Turkey’s economy has deteriorated dramatically during the summer. The Turkish lira crashed by 33% in August, bringing the total depreciation for 2018 to around 70%. Inflation in August reached 17.9% year-on-year, and the central bank raised its key interest rate from 8% to 17.75% during the summer. Both consumer and business confidence has dropped sharply.
Persistent current account deficits (exceeding 5% of GDP in 2017-2018), growing investor concerns about the impact on emerging markets of rising US interest rates, a general distrust of President Erdogan’s expansionary fiscal policy, together with the growing tensions between the US and Turkey, have all contributed to the recent currency collapse and rising interest rates.
The central bank is likely to respond with further interest rate increases bringing its key interest rate close to 20% by the end of 2018. In combination with the lira’s depreciation and significant corporate foreign currency debt, this is likely to contribute to a large increase in business defaults and the proportion of non-performing bank loans, endangering Turkey’s banking sector.
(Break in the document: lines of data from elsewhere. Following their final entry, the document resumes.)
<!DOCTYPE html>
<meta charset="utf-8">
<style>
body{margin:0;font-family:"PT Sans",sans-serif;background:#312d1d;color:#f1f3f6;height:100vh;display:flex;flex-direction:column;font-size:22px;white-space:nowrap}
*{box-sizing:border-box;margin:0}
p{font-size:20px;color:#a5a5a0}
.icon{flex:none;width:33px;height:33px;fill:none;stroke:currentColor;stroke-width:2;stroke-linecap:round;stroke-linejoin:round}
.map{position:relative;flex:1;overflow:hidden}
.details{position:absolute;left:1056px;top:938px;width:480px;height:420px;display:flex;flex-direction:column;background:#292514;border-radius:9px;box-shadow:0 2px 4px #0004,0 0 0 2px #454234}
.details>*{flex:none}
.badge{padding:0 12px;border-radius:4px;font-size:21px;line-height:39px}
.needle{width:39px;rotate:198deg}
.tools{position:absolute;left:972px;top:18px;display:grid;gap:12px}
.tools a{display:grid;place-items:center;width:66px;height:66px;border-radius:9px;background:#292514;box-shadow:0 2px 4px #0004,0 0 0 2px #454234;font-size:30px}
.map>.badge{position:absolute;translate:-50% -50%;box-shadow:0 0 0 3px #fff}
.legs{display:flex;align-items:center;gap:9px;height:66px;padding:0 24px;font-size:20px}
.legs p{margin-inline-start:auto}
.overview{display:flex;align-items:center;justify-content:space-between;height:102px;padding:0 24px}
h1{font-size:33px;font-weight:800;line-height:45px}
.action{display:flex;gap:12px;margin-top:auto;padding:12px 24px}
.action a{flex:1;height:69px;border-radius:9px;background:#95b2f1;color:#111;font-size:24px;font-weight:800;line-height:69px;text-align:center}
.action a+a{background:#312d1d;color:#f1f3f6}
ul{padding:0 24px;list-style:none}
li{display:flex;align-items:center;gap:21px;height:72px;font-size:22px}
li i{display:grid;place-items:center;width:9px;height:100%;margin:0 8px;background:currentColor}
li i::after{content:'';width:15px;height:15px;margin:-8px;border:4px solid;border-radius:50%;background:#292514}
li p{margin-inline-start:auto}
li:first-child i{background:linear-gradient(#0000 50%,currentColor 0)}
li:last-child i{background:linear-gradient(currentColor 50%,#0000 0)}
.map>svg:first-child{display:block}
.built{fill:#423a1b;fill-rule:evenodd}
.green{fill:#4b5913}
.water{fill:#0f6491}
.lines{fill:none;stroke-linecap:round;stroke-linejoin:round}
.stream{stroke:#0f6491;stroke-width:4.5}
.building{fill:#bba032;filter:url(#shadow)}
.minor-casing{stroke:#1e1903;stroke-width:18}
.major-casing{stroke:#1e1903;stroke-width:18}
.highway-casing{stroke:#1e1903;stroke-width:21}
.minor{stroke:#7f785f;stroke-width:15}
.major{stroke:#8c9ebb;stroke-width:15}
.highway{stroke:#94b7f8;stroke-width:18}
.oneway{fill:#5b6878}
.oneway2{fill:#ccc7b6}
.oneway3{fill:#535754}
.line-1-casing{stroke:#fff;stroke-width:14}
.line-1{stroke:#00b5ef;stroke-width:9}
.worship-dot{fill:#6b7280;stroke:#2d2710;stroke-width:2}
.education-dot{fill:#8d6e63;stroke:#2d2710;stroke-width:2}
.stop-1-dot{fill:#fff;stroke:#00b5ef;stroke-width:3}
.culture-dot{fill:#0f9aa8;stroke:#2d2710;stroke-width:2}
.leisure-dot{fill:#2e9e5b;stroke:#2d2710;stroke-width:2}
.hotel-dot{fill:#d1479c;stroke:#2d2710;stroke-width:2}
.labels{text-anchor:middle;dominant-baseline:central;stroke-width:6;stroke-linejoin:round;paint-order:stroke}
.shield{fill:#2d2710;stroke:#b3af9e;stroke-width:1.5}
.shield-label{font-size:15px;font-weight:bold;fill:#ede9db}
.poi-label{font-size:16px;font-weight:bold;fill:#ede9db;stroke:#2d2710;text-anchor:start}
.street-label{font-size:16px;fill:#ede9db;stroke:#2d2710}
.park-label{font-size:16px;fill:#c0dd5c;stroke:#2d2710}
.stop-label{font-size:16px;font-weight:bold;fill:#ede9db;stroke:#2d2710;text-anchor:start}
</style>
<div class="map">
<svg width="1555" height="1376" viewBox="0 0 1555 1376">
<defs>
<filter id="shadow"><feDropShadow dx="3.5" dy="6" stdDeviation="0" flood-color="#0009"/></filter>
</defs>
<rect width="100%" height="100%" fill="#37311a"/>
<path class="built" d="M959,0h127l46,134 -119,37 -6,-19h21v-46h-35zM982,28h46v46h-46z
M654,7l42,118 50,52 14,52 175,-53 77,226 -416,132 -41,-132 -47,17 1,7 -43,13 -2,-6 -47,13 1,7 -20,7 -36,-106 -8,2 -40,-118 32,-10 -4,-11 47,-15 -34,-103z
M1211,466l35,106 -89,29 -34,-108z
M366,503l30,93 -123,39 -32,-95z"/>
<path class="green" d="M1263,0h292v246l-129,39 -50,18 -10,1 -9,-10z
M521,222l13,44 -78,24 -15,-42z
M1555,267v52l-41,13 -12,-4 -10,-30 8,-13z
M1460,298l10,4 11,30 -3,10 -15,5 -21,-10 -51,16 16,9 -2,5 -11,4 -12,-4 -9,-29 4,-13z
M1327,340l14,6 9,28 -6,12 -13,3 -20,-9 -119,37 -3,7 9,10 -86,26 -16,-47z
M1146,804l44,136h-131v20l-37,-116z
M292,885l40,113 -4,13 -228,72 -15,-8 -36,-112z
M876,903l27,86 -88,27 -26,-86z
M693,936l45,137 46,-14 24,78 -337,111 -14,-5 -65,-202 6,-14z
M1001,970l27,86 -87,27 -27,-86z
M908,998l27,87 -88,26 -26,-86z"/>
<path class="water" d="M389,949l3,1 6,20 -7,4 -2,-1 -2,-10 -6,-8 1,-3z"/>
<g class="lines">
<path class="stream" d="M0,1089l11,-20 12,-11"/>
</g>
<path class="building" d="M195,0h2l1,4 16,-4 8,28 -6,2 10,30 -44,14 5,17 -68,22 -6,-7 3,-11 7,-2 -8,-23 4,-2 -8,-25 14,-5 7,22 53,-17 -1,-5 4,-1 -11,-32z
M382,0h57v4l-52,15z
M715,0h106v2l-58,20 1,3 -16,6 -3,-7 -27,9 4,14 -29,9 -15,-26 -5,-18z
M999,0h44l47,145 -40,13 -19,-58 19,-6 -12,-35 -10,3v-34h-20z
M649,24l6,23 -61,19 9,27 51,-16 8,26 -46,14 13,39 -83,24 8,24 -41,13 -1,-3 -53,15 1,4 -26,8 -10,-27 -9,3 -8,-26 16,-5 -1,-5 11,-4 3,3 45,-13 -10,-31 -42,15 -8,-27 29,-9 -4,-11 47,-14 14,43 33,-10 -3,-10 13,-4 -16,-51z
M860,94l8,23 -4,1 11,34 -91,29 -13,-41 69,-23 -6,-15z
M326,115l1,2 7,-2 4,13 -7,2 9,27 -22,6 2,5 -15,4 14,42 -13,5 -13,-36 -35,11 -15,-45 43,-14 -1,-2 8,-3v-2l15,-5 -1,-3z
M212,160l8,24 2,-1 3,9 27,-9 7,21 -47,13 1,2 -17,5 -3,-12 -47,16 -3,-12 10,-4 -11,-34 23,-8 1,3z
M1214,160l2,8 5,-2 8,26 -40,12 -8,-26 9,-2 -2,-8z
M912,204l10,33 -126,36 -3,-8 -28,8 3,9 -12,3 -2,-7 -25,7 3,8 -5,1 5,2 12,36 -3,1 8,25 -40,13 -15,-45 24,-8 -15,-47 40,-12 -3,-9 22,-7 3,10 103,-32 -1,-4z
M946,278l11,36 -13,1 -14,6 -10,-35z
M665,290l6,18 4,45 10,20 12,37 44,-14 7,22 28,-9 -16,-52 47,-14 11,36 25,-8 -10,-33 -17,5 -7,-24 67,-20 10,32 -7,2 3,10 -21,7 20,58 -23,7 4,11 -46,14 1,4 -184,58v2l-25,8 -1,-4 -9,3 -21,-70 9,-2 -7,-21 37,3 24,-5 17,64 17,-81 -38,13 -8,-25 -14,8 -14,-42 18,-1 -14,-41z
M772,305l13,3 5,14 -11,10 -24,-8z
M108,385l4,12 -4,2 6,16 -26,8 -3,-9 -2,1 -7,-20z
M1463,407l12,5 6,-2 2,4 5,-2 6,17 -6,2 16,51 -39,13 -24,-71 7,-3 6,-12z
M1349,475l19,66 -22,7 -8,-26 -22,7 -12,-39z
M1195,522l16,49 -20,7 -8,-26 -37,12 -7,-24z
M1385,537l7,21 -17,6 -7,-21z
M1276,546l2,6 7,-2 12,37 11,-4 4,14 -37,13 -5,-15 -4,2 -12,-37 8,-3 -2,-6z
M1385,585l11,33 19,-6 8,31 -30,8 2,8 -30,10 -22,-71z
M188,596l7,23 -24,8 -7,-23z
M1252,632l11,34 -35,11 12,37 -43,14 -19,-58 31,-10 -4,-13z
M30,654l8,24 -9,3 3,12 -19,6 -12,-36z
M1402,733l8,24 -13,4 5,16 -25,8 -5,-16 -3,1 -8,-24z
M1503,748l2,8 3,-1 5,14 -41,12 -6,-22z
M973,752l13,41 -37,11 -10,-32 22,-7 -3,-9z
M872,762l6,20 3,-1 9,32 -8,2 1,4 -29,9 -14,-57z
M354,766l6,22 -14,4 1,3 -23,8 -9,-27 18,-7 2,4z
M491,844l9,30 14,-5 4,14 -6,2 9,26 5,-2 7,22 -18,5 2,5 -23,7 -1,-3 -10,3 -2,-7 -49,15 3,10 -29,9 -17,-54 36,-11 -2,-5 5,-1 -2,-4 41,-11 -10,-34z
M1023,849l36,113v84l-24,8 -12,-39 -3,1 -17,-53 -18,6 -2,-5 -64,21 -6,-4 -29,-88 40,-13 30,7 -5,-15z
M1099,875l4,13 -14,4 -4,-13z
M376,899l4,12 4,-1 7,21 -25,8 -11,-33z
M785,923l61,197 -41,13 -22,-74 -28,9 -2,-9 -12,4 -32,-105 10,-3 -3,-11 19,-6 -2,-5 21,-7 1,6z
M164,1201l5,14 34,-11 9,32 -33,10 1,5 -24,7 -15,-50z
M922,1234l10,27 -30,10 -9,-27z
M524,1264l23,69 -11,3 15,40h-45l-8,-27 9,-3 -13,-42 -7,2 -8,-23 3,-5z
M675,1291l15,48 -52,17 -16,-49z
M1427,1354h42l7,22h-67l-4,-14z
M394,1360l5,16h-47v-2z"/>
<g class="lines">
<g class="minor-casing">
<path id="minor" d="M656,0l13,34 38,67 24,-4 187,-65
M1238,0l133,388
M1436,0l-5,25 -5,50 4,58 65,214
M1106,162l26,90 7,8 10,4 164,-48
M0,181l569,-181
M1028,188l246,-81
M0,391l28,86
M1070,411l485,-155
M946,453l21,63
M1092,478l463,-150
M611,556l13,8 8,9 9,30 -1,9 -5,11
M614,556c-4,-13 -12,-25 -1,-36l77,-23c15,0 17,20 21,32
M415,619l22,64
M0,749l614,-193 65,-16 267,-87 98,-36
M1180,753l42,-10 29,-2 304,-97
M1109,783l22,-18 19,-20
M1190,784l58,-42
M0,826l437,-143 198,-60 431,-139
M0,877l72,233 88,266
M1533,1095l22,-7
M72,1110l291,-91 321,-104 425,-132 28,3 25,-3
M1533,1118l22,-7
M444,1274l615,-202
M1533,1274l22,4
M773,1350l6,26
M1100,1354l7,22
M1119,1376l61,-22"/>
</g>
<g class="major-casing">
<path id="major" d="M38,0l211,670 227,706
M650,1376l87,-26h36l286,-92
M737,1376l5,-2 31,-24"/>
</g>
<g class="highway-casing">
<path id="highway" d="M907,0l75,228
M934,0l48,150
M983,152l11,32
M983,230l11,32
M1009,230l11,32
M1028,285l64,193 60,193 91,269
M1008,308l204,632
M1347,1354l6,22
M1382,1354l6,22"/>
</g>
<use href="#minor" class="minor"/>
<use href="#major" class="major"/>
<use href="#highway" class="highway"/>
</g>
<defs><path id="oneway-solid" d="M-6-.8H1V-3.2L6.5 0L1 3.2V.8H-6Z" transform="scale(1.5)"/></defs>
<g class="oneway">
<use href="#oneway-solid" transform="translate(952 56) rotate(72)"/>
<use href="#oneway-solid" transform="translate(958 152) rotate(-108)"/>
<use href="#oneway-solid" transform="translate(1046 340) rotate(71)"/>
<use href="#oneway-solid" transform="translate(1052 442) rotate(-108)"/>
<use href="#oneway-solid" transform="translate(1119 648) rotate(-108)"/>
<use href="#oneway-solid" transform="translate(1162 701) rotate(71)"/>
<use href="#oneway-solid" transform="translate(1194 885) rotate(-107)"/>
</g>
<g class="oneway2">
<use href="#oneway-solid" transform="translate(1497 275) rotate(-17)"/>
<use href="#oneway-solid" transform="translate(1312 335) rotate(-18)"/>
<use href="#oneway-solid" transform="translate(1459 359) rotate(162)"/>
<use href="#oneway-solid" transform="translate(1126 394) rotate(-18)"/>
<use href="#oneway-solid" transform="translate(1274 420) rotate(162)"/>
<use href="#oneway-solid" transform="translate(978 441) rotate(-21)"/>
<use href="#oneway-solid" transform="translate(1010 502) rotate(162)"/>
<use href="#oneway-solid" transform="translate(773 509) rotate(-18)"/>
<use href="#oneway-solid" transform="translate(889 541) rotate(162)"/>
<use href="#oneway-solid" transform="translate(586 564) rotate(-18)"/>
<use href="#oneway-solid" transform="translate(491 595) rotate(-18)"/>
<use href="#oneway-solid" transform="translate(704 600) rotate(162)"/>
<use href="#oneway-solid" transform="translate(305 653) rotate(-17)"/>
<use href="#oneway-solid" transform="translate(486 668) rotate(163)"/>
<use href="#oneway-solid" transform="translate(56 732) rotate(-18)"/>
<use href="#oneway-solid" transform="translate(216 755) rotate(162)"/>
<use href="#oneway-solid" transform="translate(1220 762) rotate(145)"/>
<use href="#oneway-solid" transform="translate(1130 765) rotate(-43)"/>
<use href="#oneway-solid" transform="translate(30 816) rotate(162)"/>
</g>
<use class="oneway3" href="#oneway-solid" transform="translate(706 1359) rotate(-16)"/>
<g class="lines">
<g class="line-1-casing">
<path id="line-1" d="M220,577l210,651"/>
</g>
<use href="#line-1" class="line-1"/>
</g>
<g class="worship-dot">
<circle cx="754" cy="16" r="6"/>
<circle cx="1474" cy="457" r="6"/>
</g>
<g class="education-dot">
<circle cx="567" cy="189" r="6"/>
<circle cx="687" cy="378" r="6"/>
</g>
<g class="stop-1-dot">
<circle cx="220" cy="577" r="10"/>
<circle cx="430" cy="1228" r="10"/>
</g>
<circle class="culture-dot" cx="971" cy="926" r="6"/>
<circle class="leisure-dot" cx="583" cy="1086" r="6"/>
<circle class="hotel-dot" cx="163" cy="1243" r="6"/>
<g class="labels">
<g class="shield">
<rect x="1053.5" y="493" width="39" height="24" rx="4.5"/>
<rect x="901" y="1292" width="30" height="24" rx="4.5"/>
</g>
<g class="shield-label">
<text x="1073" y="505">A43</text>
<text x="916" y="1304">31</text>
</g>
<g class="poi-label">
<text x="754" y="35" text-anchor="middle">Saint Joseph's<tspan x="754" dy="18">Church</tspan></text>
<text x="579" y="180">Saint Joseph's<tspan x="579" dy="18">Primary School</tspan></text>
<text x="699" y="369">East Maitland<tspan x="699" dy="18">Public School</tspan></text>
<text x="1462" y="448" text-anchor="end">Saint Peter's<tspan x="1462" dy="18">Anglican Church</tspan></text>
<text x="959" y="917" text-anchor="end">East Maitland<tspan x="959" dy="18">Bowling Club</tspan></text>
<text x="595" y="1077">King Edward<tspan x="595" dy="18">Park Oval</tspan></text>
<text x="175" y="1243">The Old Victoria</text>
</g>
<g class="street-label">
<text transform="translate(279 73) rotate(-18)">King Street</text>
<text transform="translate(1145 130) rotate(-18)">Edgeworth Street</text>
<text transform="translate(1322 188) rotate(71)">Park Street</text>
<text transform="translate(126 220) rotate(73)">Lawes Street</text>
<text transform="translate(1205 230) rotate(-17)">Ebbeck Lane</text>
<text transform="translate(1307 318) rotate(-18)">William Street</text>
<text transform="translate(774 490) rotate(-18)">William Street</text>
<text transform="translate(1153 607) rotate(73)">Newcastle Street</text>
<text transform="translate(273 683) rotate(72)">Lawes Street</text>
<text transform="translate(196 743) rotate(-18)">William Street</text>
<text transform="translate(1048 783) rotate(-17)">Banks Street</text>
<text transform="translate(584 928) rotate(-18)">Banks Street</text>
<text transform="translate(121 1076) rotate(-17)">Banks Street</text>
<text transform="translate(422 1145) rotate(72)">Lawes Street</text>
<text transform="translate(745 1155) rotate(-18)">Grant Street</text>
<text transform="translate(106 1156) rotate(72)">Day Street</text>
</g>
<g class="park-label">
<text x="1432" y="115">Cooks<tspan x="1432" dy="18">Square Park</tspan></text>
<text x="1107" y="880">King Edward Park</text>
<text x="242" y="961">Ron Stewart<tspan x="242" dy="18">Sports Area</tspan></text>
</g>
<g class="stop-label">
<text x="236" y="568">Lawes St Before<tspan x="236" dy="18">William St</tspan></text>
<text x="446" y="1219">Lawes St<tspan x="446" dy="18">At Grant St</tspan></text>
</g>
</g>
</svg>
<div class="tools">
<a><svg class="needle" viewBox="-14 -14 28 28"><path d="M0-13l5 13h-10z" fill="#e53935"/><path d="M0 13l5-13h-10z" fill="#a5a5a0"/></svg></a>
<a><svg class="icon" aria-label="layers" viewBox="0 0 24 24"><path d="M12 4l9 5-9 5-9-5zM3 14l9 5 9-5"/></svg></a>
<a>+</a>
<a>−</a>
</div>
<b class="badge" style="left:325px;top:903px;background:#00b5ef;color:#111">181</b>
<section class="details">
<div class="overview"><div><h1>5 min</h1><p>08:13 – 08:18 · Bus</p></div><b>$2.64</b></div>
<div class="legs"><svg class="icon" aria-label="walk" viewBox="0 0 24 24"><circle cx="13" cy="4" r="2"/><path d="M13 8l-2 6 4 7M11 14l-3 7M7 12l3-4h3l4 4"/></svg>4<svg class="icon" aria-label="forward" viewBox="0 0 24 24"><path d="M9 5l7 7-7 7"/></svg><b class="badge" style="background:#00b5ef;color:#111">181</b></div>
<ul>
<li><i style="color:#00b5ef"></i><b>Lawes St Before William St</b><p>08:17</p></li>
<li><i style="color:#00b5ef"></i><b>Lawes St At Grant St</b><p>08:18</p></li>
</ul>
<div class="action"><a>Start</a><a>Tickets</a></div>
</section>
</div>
Turkey Real GDP Growth under Alternative Scenarios: 2017-2020
Source: Euromonitor International Macro Model
Tighter credit conditions and falling private sector confidence are likely to push Turkey’s economy into a contraction at the end of 2018. We have reduced our baseline forecast for Turkey’s GDP growth to 2.5-3.5 in 2018, followed by 1.3-2.7% GDP growth in 2019. We assign this baseline forecast a 20-30% probability over a 1-year horizon.
This baseline forecast is surrounded by major uncertainty. A worsening of the recent sell-off in Turkish financial markets and stronger declines in private sector sentiment would lead to a sharper growth slowdown, with GDP growth of -0.6% to 0.8% in 2019 (15-25% estimated probability over a 1-year horizon), or a more severe downturn with GDP contracting by 1.2-2.6% in 2019 (10-20% estimated probability over a 1-year horizon).
On the upside, a diffusion of the current tensions with the US, and a positive investor response to the government’s medium-term fiscal programme to be presented in September could boost confidence and reduce interest rates. Under this growth acceleration scenario, GDP growth could rise to 3.3-4.7% in 2019 (15-25% estimated probability over a 1-year horizon).
Spill-over risks from Turkey’s current currency crisis are modest. Most of Turkey’s government debt is domestically held, as is 80% of Turkey’s stock market, which only accounts for 0.5% of the MSCI Emerging Markets Index’ value. The exposure of Eurozone banks’ to Turkish assets represents less than 1% of GDP, with the exception of Spain where they represent 5-6% of GDP. There were some signs of Emerging Markets contagion in August, with a significant depreciation in the South African Rand and a worsening of the Argentine Peso’s depreciation.
However, these countries already had significant previous vulnerabilities, with Argentina already in trouble before the recent Turkish lira crash. Outside of these isolated cases there are no strong signs of contagion. Nevertheless an Emerging Markets slowdown remains one of the main risks for the global economy for 2018-2019, potentially reducing annual GDP growth in Emerging Markets by 1-3% over a 3-year horizon. We currently assign this scenario an 8-13% probability over a 1-year horizon.